Hidden Markov Models for event segmentation

Hidden Markov Models (HMM) allow us to temporally cluster brain activity into discrete events, and to identify event correspondences between datasets. This tutorial describes how to fit HMMs to a narrative dataset, how to statistically verify the identified event boundaries, how to align multiple datasets, and how to apply HMMs to connectivity data. A full description of the model is given in the Neuron paper.


In [1]:
%matplotlib inline
import deepdish as dd
from matplotlib import pyplot as plt
from mpl_toolkits.mplot3d import Axes3D
import matplotlib.patches as patches
import numpy as np
import brainiak.eventseg.event
from scipy.stats import norm, zscore, pearsonr
from scipy.signal import gaussian, convolve
from sklearn import decomposition

First, download whole-brain data from 17 subjects watching the first hour of A Study in Pink. Voxels with low intersubject correlation (that were not consisently activated across subjects) were removed, and then the data was downsampled into 141 large regions (from a resting-state atlas). After putting this .h5 file into the same directory as this notebook, we can load in the data. In addition to the BOLD fMRI data, we have the coordinates of each region, as well as human-labeled boundaries for event boundaries.


In [11]:
!wget https://ndownloader.figshare.com/files/9017983 -O sherlock.h5


--2017-08-08 20:04:23--  https://ndownloader.figshare.com/files/9017983
Resolving ndownloader.figshare.com (ndownloader.figshare.com)... 52.51.90.25, 52.17.26.91, 52.210.201.22, ...
Connecting to ndownloader.figshare.com (ndownloader.figshare.com)|52.51.90.25|:443... connected.
HTTP request sent, awaiting response... 302 Found
Location: https://s3-eu-west-1.amazonaws.com/pfigshare-u-files/9017983/sherlock.h5 [following]
--2017-08-08 20:04:29--  https://s3-eu-west-1.amazonaws.com/pfigshare-u-files/9017983/sherlock.h5
Resolving s3-eu-west-1.amazonaws.com (s3-eu-west-1.amazonaws.com)... 52.218.16.164
Connecting to s3-eu-west-1.amazonaws.com (s3-eu-west-1.amazonaws.com)|52.218.16.164|:443... connected.
HTTP request sent, awaiting response... 200 OK
Length: 18951840 (18M) [binary/octet-stream]
Saving to: 'sherlock.h5'

sherlock.h5         100%[===================>]  18.07M   466KB/s    in 54s     

2017-08-08 20:05:25 (341 KB/s) - 'sherlock.h5' saved [18951840/18951840]


In [12]:
D = dd.io.load('sherlock.h5')
BOLD = D['BOLD']
coords = D['coords']
human_bounds = D['human_bounds']
nR = BOLD.shape[0]
nTR = BOLD.shape[1]
nSubj = BOLD.shape[2]

Fitting HMM to activity patterns

The goal of the HMM is to identify chunks of time during which activity patterns remain relatively constant.
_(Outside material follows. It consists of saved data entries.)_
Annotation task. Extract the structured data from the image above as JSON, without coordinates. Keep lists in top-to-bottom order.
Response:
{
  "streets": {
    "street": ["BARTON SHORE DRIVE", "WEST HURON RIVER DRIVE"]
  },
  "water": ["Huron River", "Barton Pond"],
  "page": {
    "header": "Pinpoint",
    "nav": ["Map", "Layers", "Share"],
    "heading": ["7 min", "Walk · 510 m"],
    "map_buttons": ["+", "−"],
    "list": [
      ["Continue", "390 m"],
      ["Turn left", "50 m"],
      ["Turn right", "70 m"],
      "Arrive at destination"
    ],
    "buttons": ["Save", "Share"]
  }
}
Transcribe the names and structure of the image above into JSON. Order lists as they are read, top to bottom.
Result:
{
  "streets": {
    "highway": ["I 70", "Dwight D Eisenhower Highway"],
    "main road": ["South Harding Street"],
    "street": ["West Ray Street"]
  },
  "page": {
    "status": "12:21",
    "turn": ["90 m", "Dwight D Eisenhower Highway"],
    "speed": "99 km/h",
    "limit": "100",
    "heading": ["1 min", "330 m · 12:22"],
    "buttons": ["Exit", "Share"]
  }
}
To see if this is a reasonable model for our dataset, we can plot a timepoint-timepoint correlation matrix, showing the similarity between every pair of timepoints in our dataset (averaged over subjects).


In [3]:
plt.figure(figsize=(10,10))
plt.imshow(np.corrcoef(BOLD.mean(2).T))


Out[3]:
<matplotlib.image.AxesImage at 0x7f13047b55c0>

Although there is a lot of potentially interesting structure here, the main thing to notice is that there are little blocks of high correlation along the diagonal. These blocks are about 30 TRs long = 45 seconds, suggesting that they are related to relatively slowly-changing features of the movie (i.e. semantically-meaningful scenes) rather than low-level properties e.g. dependent on the current camera angle.

To fit the HMM to the group-averaged data, we simply pass it to the event segmentation module in brainiak.


In [4]:
ev = brainiak.eventseg.event.EventSegment(70)
ev.fit(BOLD.mean(2).T)


Out[4]:
EventSegment(n_events=70, n_iter=500,
       step_var=<function EventSegment._default_var_schedule at 0x7f131503fd90>)
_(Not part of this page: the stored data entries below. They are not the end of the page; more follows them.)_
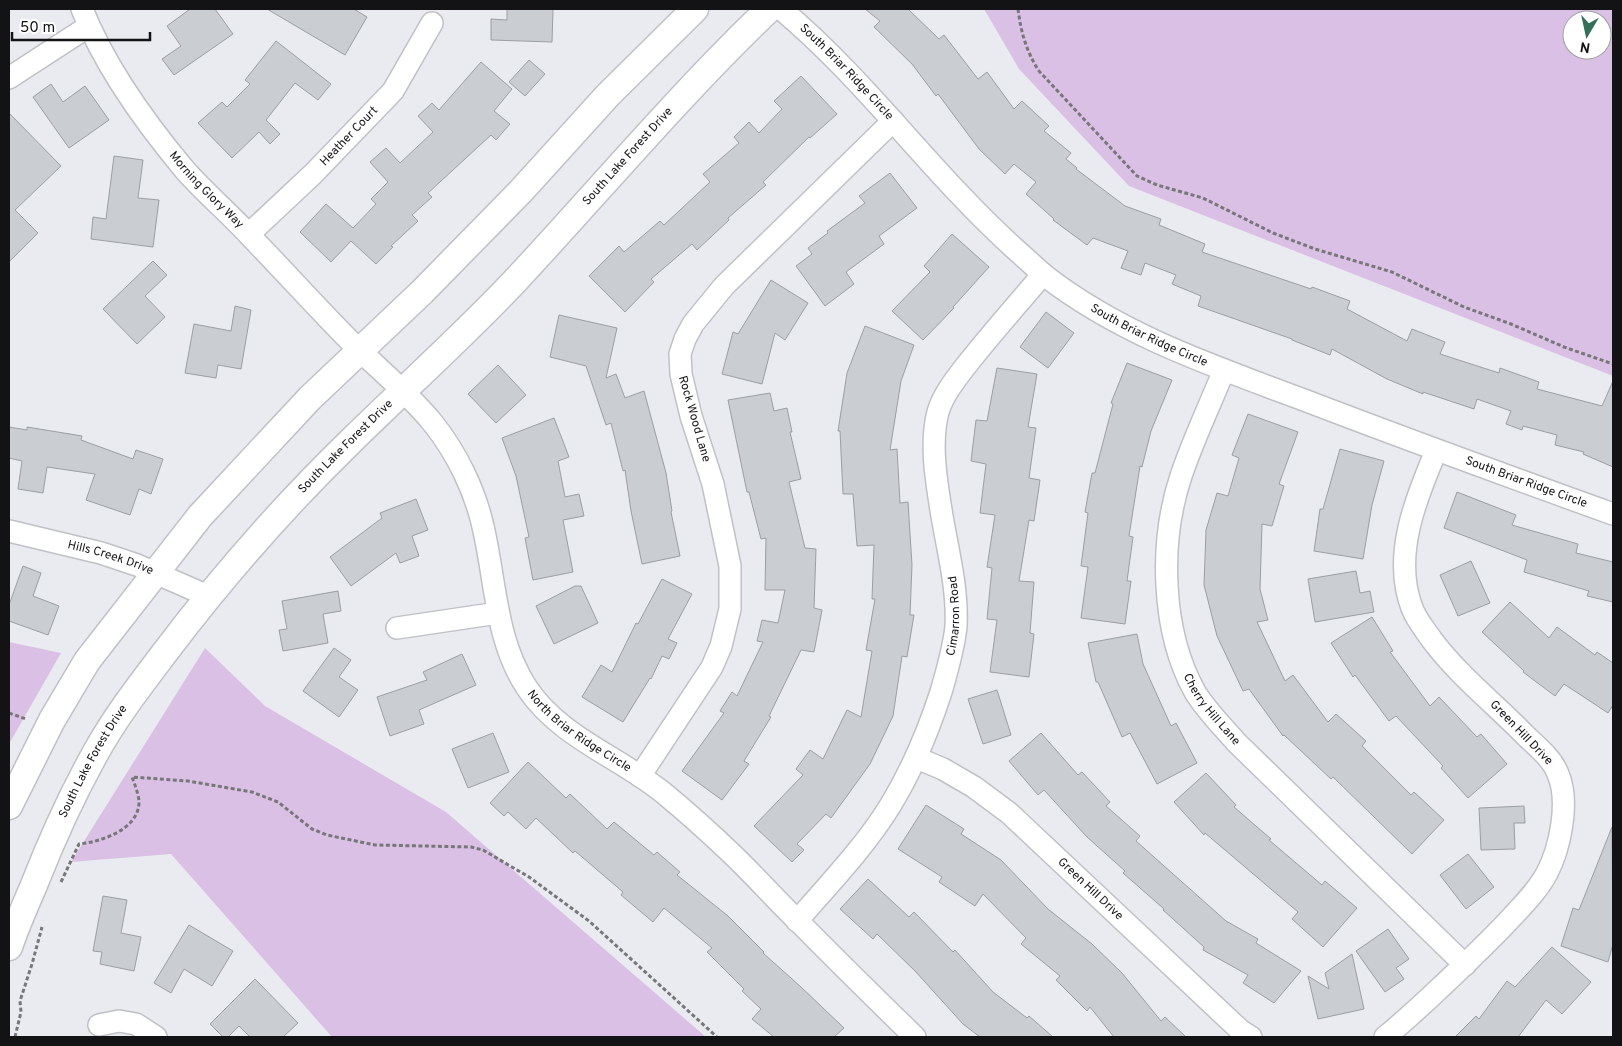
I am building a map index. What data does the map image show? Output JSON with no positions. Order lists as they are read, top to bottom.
{
  "streets": {
    "main road": ["South Lake Forest Drive"],
    "street": [
      "South Briar Ridge Circle",
      "Heather Court",
      "Morning Glory Way",
      "Rock Wood Lane",
      "Hills Creek Drive",
      "Cimarron Road",
      "Cherry Hill Lane",
      "North Briar Ridge Circle",
      "Green Hill Drive"
    ]
  },
  "crossings": [
    ["South Briar Ridge Circle", "Rock Wood Lane"],
    ["South Briar Ridge Circle", "Cimarron Road"],
    ["South Briar Ridge Circle", "Cherry Hill Lane"],
    ["South Briar Ridge Circle", "Green Hill Drive"],
    ["Heather Court", "Morning Glory Way"],
    ["South Lake Forest Drive", "Hills Creek Drive"],
    ["South Lake Forest Drive", "North Briar Ridge Circle"],
    ["Morning Glory Way", "North Briar Ridge Circle"],
    ["Rock Wood Lane", "North Briar Ridge Circle"],
    ["Cimarron Road", "North Briar Ridge Circle"],
    ["Cimarron Road", "Green Hill Drive"],
    ["Cherry Hill Lane", "Green Hill Drive"]
  ],
  "scale_bar": "50 m",
  "north": "bottom"
}
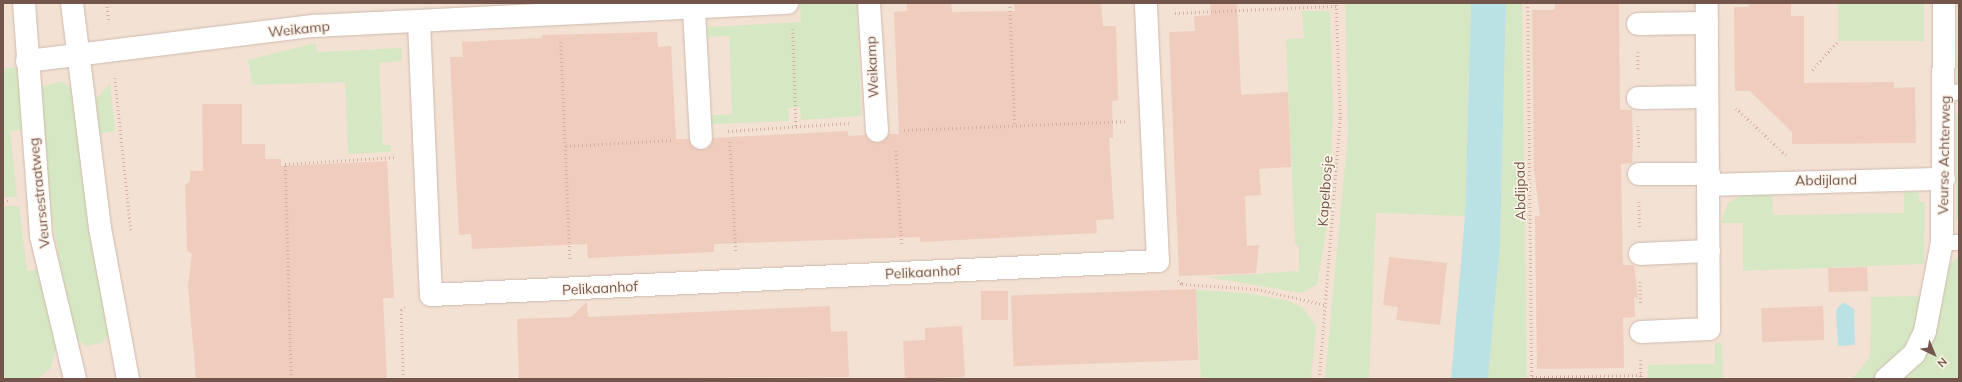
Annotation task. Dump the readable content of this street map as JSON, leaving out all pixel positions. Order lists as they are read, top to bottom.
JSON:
{
  "streets": {
    "street": [
      "Weikamp",
      "Veurse Achterweg",
      "Abdijland",
      "Veursestraatweg",
      "Pelikaanhof"
    ],
    "path": ["Kapelbosje", "Abdijpad"]
  },
  "crossings": [
    ["Weikamp", "Veursestraatweg"],
    ["Veurse Achterweg", "Abdijland"]
  ],
  "north": "bottom right"
}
One way of visualizing the fit is to mark on the timepoint correlation matrix where the model thinks the borders of the events are. The (soft) event segmentation is in ev.segments_[0], so we can convert this to hard bounds by taking the argmax.


In [5]:
bounds = np.where(np.diff(np.argmax(ev.segments_[0], axis=1)))[0]
plt.figure(figsize=(10,10))
plt.imshow(np.corrcoef(BOLD.mean(2).T))
ax = plt.gca()
bounds_aug = np.concatenate(([0],bounds,[nTR]))
for i in range(len(bounds_aug)-1):
    rect = patches.Rectangle((bounds_aug[i],bounds_aug[i]),bounds_aug[i+1]-bounds_aug[i],bounds_aug[i+1]-bounds_aug[i],linewidth=1,edgecolor='w',facecolor='none')
    ax.add_patch(rect)


Another output of the event segmentation fit is the estimated activity pattern for each event. Since we are using whole-brain atlas data, this corresponds to a pattern of actvity across the whole brain. We can visualize the first few of these event patterns as an example - in these plots, the back of the brain is at the left, and the front is at the right.


In [6]:
fig = plt.figure(figsize=(10,10))
for i in range(4):
    ax = fig.add_subplot(2,2,i+1, projection='3d')
    ax.scatter(coords[:,0], coords[:,1], coords[:,2], c=ev.event_pat_[:,i])
    ax.auto_scale_xyz([0,60],[5,65],[0,60])
    ax.view_init(30,0)


Statistical testing for model boundaries

One way to test whether the model-identified boundaries are consistent across subjects is to fit the model on all but one subject and try to predict something about the held-out subject. There are multiple approaches for doing this (see the Neuron supplementary material for some alternatives), but the simplest is to check whether the model boundaries predict pattern changes in the held-out subject. We therefore measure whether activity patterns 5 TRs apart show a drop in correlation when they are on opposite sides of an event boundary.

For comparison, we generate permuted versions of the model boundaries, in which the distribution of event lengths (the distances between the boundaries) is held constant but the order of the event lengths is shuffled. This should should have a within vs. across boundary difference of zero on average, but the variance of these null boundaries lets us know that we are well above chance differences.


In [7]:
w = 5  # window size
nPerm = 1000
within_across = np.zeros((nSubj, nPerm+1))
for left_out in range(nSubj):
    # Fit to all but one subject
    ev = brainiak.eventseg.event.EventSegment(70)
    ev.fit(BOLD[:,:,np.arange(nSubj) != left_out].mean(2).T)
    events = np.argmax(ev.segments_[0], axis=1)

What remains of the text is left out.